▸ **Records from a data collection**
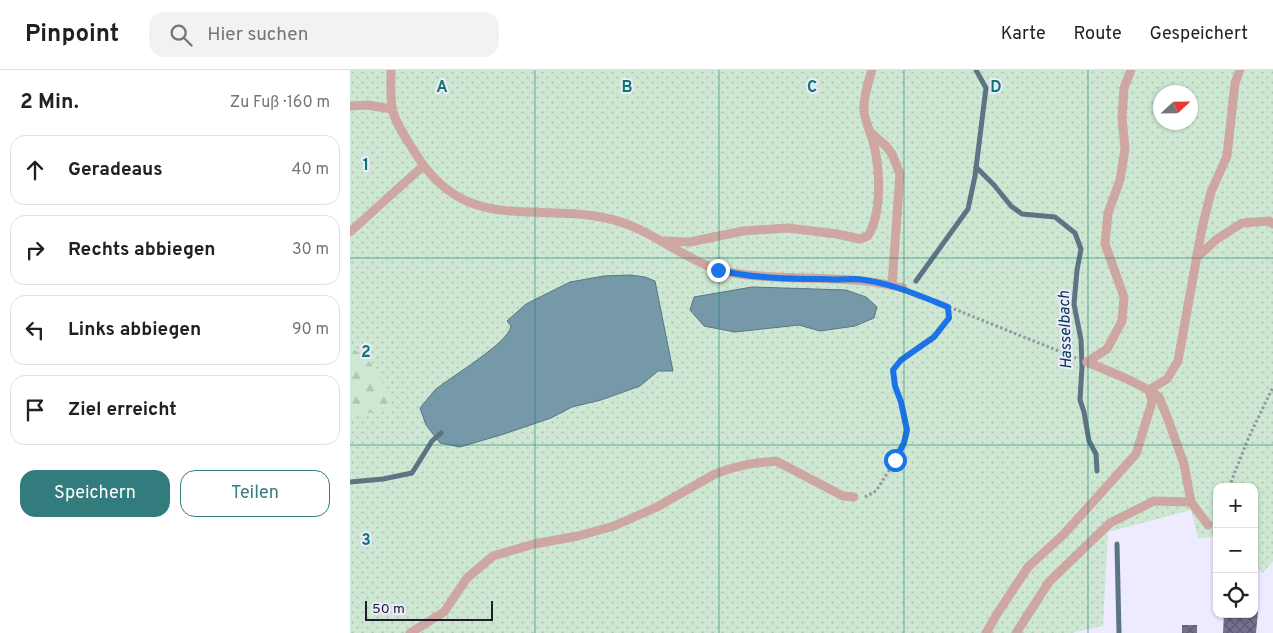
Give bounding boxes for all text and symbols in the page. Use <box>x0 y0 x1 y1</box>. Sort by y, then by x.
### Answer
search box <box>149 12 499 57</box>
text: Pinpoint <box>25 20 119 50</box>
icon: search <box>167 21 195 49</box>
text: Hier suchen <box>207 23 308 47</box>
text: Karte <box>1001 23 1046 46</box>
text: Route <box>1074 23 1122 46</box>
text: Gespeichert <box>1150 23 1248 46</box>
text: A <box>436 78 448 98</box>
text: B <box>621 78 633 98</box>
text: C <box>807 78 817 98</box>
text: D <box>990 78 1002 98</box>
north arrow <box>1153 85 1198 130</box>
text: 2 Min. <box>20 89 79 116</box>
text: Zu Fuß · 160 m <box>230 93 330 113</box>
icon: ahead <box>21 156 49 184</box>
text: 1 <box>363 156 369 176</box>
text: Geradeaus <box>68 158 163 182</box>
text: 40 m <box>291 160 329 180</box>
icon: right <box>21 236 49 264</box>
text: Rechts abbiegen <box>68 238 216 262</box>
text: 30 m <box>292 240 329 260</box>
route end <box>707 259 730 282</box>
water label: Hasselbach <box>1055 290 1077 370</box>
icon: left <box>21 316 49 344</box>
text: Links abbiegen <box>68 318 201 342</box>
text: 90 m <box>292 320 329 340</box>
text: 2 <box>361 343 371 363</box>
icon: arrive <box>21 396 49 424</box>
text: Ziel erreicht <box>68 398 177 422</box>
route start <box>884 449 907 472</box>
button: Speichern <box>20 470 170 517</box>
button: Teilen <box>180 470 330 517</box>
map controls <box>1213 483 1258 618</box>
button: + <box>1213 483 1258 528</box>
button: − <box>1213 528 1258 573</box>
text: 3 <box>361 531 371 551</box>
button: locate <box>1213 573 1258 618</box>
scale bar <box>365 598 492 621</box>
text: 50 m <box>372 601 405 618</box>

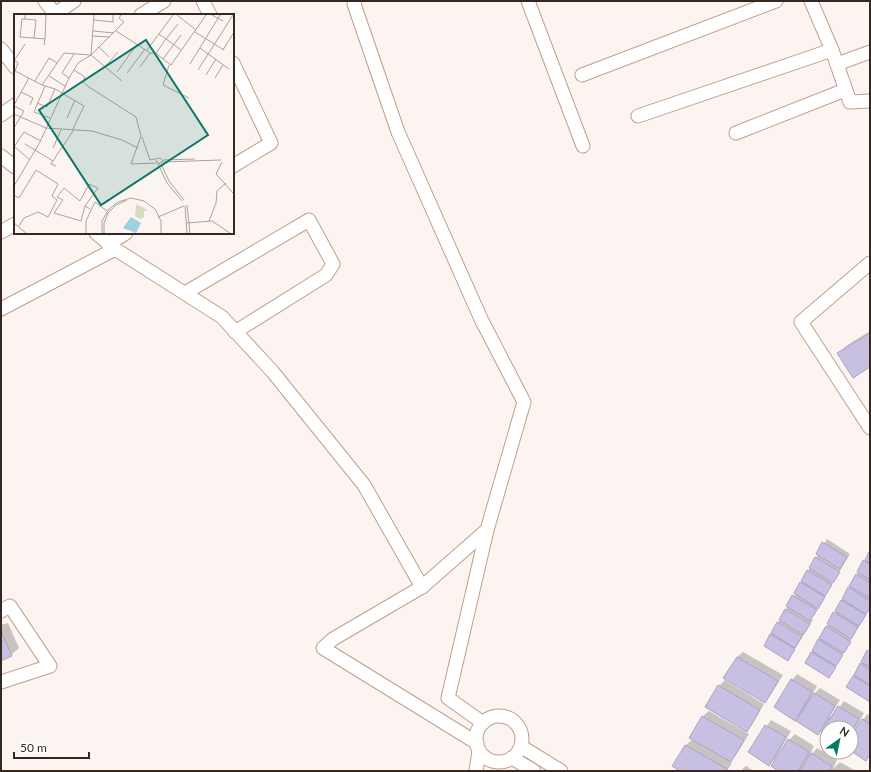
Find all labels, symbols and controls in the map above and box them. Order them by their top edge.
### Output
inset map [14,14,234,234]
north arrow [819,720,859,760]
text: N [838,723,852,739]
scale bar [14,734,89,760]
text: 50 m [20,740,47,755]

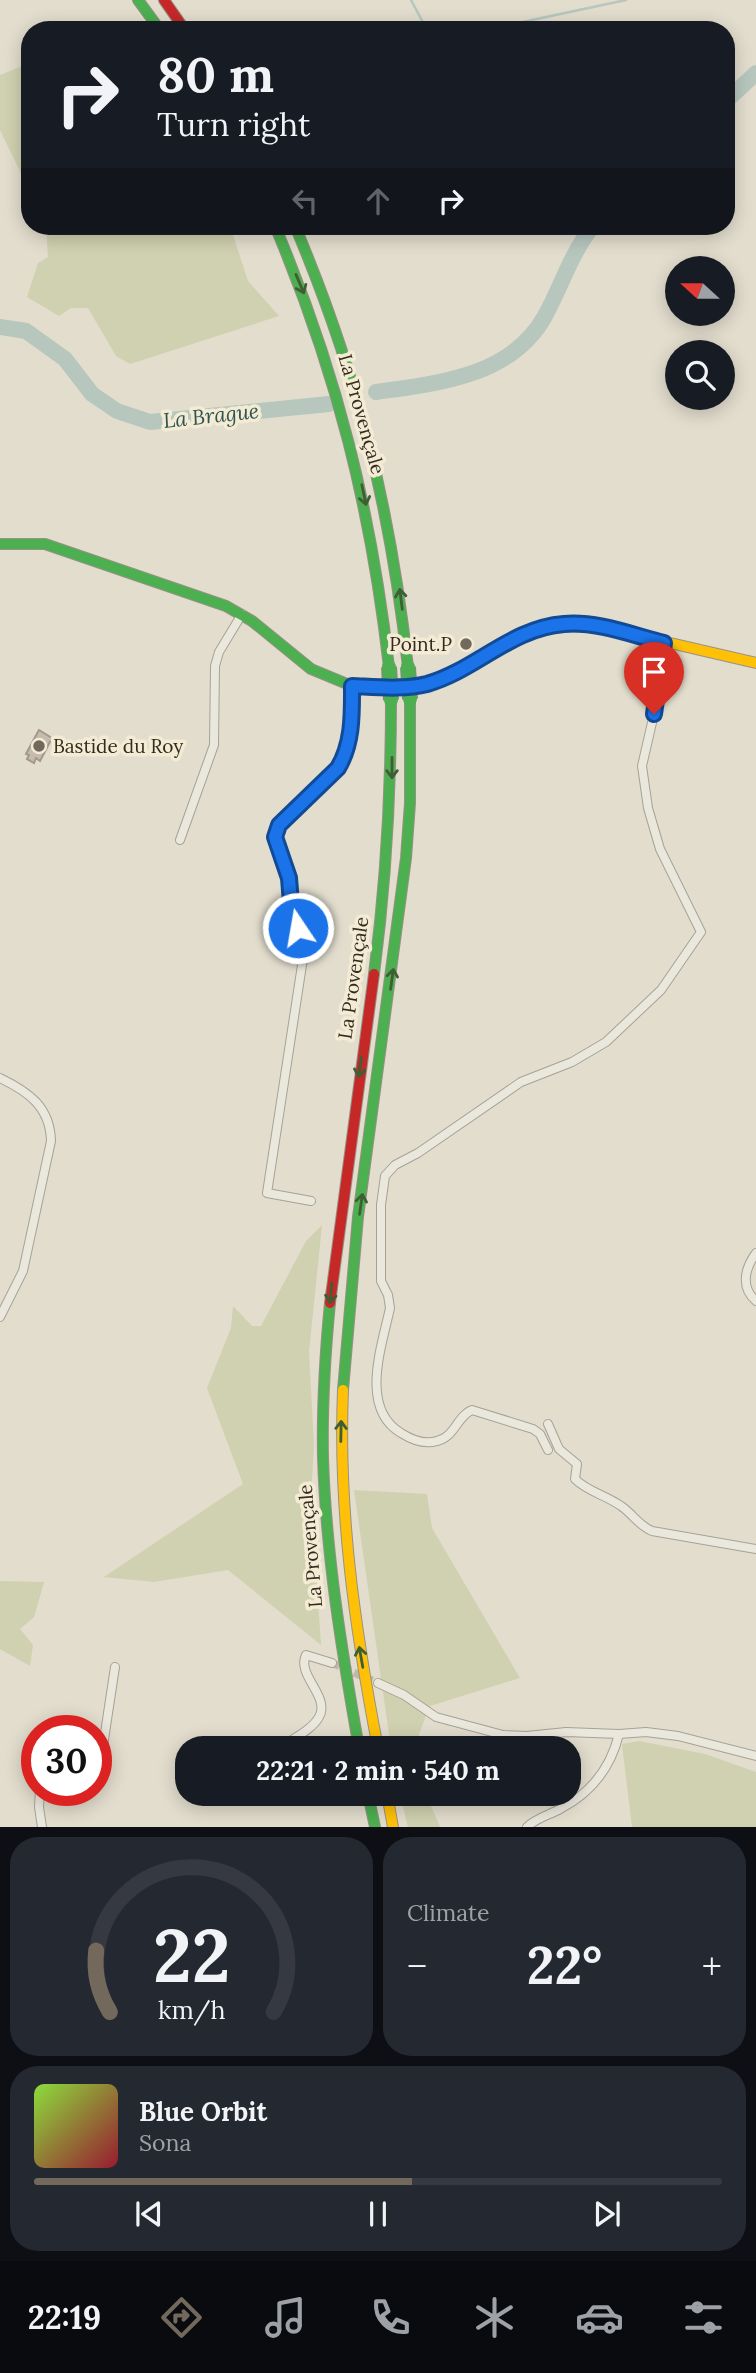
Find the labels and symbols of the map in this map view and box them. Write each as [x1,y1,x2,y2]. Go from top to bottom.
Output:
north arrow [665,256,735,326]
one-way arrow [294,273,307,295]
street label: La Provençale [333,351,391,477]
water label: La Brague [162,397,260,434]
one-way arrow [358,483,372,506]
one-way arrow [395,589,408,611]
place label: Point.P [389,632,452,656]
marker: Point.P [458,636,474,652]
pin [624,642,684,714]
place label: Bastide du Roy [53,734,183,758]
marker: Bastide du Roy [31,738,47,754]
one-way arrow [385,757,399,780]
position arrow [261,891,335,965]
street label: La Provençale [333,915,373,1041]
one-way arrow [386,968,399,991]
one-way arrow [354,1056,367,1078]
one-way arrow [355,1193,368,1216]
one-way arrow [324,1281,337,1304]
one-way arrow [334,1419,348,1442]
street label: La Provençale [293,1483,327,1609]
one-way arrow [354,1646,367,1669]
speed limit sign: 30 [21,1715,112,1806]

▸ **Task**
Copy every line of the data where "them" is found.

▸ **Solution**
Find all labels, symbols and controls in the map above and box them. Order them by their top edge.
Find the labels and symbols of the map in this map view and box them. Write each as [x1,y1,x2,y2]. Go from top to bottom.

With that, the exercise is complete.